As a researcher with a background in both finance and blockchain technology, I find myself at the intersection of two rapidly evolving fields. The ongoing legal battle between the US Securities and Exchange Commission (SEC) and Richard Heart is a fascinating case study that sheds light on the complexities of regulating digital assets.


The U.S. Securities and Exchange Commission has challenged Richard Heart’s effort to discard a $1 billion securities fraud lawsuit against him, claiming authority over the legal matter.

According to the SEC’s argument, presented in a document submitted to a New York federal court on August 22, although dated July 8, Heart’s motion to dismiss does not adequately respond to the solid claims made in the original complaint and disregards applicable legal principles.

Previously, Heart asserted in his motion for dismissal that the regulatory body does not have jurisdiction over him since he lived overseas and did not maintain a presence within the U.S. during the specified timeframe.

SEC Alleges Misuse of Funds and Challenges Heart’s Defense

Based on an SEC document, between December 2019 and November 2020, Heart advertised Hex as a digital investment product resembling a “blockchain-based certificate of deposit”. They marketed it with the assurance that users would see a continual growth in their token holdings due to staking.

Investment in Hex surged due to Heart’s statements, which encompassed claims of substantial profits and the conviction that Hex represented the “most rapidly increasing asset available.”

Indeed, it’s reported that investors invested around $678 million in ETH. The Securities and Exchange Commission pointed out that despite the lofty promises made about Hex, its value dropped significantly – approximately 98.4% from its peak as of July 2023.

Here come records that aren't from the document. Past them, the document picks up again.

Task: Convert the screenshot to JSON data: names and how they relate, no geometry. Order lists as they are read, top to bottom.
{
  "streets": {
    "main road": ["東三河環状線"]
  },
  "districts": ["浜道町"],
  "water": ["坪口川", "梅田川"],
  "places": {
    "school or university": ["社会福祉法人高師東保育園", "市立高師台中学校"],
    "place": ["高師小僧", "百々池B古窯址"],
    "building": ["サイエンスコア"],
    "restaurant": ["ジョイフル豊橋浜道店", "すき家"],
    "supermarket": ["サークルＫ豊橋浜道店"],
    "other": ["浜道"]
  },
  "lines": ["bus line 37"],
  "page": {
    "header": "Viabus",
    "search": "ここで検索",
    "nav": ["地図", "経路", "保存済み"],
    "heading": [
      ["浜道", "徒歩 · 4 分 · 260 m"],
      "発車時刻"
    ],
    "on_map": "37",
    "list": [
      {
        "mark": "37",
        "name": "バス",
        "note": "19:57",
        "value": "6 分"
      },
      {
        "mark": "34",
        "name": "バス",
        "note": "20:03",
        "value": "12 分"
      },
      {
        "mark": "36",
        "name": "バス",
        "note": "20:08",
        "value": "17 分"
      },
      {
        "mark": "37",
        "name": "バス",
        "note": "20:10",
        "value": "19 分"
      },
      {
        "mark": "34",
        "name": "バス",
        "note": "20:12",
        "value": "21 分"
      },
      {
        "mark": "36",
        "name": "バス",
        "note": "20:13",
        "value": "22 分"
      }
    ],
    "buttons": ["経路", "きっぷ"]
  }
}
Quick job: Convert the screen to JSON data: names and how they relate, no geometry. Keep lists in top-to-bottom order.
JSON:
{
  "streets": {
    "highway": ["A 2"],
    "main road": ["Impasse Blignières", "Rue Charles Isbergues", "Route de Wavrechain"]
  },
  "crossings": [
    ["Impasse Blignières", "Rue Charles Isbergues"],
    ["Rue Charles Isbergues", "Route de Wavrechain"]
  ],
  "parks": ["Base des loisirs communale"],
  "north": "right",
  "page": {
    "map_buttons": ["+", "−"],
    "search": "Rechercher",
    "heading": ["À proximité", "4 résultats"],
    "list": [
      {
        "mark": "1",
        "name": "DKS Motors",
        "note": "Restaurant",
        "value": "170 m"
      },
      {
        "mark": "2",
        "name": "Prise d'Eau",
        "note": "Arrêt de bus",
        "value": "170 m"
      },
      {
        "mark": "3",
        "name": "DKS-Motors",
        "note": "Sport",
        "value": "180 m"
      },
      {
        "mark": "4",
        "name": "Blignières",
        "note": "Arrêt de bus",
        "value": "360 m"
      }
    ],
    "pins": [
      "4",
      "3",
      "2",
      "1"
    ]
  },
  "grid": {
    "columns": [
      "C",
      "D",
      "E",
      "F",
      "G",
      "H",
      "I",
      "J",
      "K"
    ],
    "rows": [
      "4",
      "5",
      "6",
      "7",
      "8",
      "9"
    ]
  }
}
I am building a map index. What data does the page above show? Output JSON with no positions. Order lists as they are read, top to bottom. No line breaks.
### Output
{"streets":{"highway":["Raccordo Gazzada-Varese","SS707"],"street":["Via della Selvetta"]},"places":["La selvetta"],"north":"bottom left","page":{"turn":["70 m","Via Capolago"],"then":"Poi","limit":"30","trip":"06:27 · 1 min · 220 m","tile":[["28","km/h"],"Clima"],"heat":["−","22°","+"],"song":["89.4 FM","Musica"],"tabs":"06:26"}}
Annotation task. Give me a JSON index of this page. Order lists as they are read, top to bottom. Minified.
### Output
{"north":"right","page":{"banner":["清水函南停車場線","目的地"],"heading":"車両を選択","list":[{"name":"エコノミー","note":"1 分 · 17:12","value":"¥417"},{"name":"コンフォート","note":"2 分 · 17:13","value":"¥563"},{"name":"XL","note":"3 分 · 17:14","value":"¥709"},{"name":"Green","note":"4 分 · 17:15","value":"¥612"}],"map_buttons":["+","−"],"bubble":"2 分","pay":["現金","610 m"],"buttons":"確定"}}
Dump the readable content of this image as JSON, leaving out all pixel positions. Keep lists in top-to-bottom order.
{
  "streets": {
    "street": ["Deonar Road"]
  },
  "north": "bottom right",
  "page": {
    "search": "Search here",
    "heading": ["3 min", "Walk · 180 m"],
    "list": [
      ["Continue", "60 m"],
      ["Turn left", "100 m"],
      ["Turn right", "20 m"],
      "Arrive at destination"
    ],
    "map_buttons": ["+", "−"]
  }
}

Additional accusations focus on Heart’s subsequent projects, PulseChain and PulseX. The regulatory body alleges that Heart gathered over $354 million for PulseChain by requesting “donations” or “sacrifices” of cryptocurrency assets. Instead of utilizing these funds for the development of the platform as claimed, it is alleged that they were spent on luxury items such as expensive watches, cars, and what he claims is the world’s largest black diamond, rather than the intended purpose.

It is alleged that Heart concealed these financial transactions by shifting around $217 million using multiple transfers and a cryptocurrency tumbler, thereby wrongfully spending $12.1 million on extravagant items.

Furthermore, it was noted by the SEC that PulseChain and PulseX were not launched as initially planned until May 2023, which occurred well beyond the fundraising timelines.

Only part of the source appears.